■ TASK TO COMPLETE:
In the entries below, every line with the string "rows" is to be reported.

##### DATASET RECORDS #####

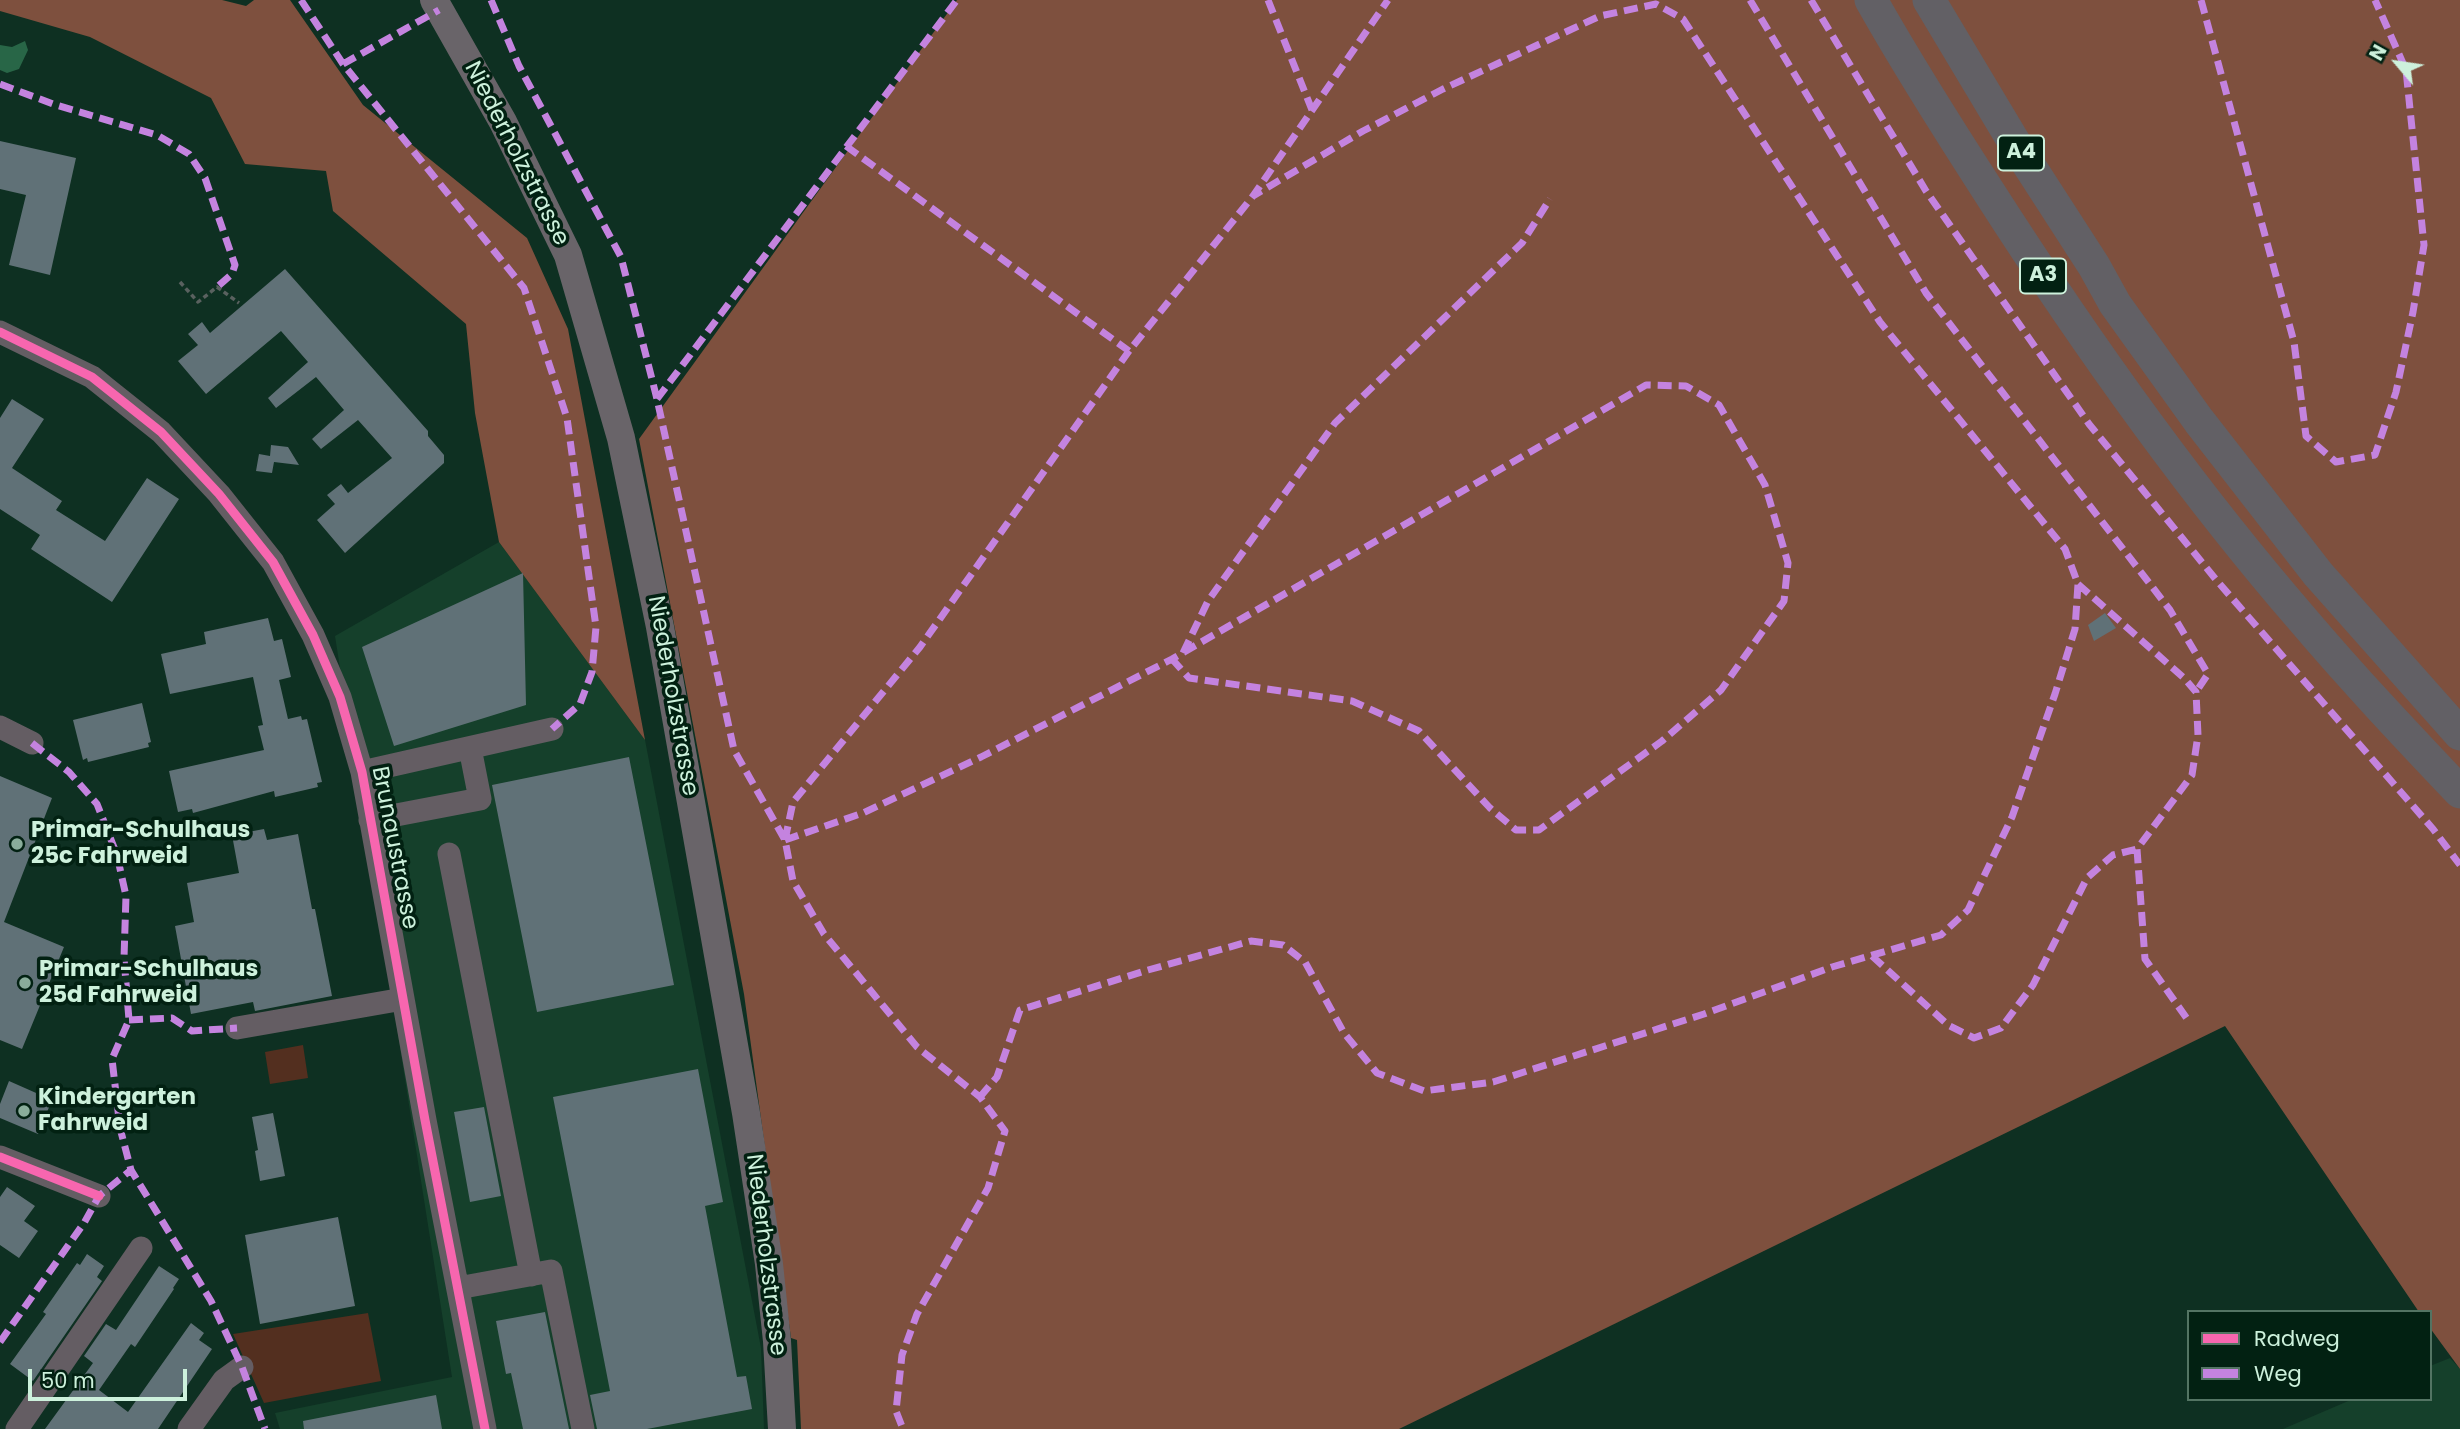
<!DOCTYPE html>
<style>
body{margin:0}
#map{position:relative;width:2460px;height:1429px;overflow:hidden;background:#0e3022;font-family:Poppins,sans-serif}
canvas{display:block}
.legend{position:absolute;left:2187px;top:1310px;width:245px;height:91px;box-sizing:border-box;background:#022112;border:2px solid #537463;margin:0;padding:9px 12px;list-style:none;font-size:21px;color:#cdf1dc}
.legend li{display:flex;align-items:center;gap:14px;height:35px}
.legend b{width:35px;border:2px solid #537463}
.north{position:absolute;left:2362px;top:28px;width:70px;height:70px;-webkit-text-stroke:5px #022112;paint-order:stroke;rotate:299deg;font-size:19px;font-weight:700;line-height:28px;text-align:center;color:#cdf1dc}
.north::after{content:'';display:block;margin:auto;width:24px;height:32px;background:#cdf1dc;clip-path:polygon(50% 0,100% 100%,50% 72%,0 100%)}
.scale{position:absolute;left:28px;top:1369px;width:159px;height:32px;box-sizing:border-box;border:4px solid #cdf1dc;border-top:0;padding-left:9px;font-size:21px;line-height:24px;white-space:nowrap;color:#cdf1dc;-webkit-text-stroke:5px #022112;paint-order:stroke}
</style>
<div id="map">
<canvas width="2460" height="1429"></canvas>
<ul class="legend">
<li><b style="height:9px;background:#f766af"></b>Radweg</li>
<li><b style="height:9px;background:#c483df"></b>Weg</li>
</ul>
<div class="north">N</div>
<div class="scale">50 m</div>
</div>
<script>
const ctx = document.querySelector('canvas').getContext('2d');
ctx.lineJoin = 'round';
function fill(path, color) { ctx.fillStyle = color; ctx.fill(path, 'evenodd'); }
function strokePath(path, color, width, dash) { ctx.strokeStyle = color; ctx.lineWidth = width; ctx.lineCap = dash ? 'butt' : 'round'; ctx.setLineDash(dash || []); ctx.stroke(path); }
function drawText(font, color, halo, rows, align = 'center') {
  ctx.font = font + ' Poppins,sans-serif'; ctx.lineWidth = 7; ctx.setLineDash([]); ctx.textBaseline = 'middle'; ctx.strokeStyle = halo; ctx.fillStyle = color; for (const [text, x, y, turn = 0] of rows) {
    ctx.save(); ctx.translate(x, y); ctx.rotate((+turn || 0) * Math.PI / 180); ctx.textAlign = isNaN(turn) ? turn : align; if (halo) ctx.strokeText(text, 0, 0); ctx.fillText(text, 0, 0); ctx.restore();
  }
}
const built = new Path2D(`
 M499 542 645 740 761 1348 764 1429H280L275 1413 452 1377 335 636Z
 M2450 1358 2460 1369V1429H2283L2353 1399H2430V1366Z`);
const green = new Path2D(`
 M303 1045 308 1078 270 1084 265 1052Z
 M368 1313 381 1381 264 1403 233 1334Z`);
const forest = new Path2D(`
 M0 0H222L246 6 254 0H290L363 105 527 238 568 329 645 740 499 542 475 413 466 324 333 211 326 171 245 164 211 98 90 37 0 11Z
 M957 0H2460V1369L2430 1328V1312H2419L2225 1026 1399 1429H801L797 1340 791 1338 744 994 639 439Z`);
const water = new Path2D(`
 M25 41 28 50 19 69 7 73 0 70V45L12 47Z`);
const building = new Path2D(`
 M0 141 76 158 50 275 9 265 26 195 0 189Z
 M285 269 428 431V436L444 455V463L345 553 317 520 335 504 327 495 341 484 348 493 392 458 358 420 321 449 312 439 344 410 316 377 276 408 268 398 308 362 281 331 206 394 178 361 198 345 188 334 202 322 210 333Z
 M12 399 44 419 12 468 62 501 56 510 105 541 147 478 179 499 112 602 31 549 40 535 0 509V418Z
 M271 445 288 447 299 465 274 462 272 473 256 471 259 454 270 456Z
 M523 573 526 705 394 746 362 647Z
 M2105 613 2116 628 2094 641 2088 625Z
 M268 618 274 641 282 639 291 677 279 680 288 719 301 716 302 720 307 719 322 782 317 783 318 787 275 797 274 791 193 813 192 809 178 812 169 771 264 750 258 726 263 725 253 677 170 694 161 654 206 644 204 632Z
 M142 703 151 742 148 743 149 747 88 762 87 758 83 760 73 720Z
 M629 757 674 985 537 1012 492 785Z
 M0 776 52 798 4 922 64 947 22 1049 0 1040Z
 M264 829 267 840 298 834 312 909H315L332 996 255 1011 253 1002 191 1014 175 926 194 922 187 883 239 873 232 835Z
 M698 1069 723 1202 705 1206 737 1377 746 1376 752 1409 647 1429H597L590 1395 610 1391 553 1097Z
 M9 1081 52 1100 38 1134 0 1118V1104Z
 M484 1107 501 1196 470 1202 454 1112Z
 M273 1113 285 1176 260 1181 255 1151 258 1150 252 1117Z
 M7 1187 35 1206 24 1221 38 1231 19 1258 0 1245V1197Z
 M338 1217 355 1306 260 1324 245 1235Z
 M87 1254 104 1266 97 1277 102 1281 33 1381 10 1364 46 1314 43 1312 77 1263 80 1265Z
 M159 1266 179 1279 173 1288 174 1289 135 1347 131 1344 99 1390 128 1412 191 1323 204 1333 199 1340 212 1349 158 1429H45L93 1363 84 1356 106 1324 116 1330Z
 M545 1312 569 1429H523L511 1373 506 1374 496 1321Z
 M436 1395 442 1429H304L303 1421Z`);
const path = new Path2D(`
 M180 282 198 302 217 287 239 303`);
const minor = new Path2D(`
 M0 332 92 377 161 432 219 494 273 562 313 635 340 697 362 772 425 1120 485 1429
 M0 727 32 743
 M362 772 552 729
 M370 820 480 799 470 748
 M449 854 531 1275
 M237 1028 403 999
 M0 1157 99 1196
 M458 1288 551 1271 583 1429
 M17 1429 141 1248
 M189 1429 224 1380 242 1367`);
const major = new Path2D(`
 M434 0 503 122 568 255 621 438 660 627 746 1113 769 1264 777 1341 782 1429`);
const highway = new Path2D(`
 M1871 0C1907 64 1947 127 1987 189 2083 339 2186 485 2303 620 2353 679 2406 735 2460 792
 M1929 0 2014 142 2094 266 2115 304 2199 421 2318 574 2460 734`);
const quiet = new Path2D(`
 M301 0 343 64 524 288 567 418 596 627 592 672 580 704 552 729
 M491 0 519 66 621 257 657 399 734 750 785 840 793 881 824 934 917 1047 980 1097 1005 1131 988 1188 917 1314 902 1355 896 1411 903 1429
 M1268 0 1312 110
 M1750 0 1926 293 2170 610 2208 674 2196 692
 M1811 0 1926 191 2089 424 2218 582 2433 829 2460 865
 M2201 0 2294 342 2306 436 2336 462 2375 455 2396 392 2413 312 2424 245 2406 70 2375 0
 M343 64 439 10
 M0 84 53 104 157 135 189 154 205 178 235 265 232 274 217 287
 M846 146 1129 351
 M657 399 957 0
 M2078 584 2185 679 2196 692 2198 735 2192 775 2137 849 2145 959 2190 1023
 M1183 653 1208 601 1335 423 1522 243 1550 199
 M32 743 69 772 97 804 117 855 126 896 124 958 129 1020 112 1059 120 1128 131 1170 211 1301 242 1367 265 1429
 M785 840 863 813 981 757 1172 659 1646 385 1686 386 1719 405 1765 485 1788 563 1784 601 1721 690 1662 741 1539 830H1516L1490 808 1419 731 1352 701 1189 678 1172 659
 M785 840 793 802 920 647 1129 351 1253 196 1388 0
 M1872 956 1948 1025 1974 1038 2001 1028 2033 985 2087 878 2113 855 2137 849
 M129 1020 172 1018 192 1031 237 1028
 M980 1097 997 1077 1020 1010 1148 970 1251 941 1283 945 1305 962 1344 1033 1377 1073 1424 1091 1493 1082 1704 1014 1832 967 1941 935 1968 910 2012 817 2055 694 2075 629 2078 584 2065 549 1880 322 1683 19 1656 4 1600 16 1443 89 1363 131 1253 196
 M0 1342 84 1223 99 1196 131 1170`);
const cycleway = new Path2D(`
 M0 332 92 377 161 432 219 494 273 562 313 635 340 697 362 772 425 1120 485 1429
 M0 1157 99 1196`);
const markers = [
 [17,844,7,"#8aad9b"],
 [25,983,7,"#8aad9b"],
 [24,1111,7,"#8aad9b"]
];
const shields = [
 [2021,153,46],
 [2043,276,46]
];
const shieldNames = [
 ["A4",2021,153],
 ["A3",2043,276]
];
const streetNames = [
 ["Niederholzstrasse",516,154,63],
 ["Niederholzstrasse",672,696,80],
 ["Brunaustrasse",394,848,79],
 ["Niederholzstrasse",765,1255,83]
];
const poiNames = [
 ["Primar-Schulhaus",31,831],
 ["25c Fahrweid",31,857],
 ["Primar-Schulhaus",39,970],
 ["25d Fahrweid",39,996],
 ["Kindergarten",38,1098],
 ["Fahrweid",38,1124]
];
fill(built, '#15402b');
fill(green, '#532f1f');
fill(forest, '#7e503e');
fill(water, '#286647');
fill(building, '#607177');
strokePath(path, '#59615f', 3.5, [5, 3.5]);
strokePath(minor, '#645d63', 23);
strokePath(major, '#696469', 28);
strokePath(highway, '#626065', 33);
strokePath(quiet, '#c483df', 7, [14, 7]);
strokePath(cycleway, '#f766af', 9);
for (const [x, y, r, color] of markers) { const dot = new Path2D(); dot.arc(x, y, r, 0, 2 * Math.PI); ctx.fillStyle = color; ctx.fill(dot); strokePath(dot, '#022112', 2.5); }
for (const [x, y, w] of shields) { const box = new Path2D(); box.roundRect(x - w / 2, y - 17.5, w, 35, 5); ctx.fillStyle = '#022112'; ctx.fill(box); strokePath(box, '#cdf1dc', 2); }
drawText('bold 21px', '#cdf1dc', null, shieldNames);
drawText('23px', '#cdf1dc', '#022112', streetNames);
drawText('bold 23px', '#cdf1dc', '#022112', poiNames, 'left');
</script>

#####

■ SOLUTION FOR THIS PROBLEM:
function drawText(font, color, halo, rows, align = 'center') {
  ctx.font = font + ' Poppins,sans-serif'; ctx.lineWidth = 7; ctx.setLineDash([]); ctx.textBaseline = 'middle'; ctx.strokeStyle = halo; ctx.fillStyle = color; for (const [text, x, y, turn = 0] of rows) {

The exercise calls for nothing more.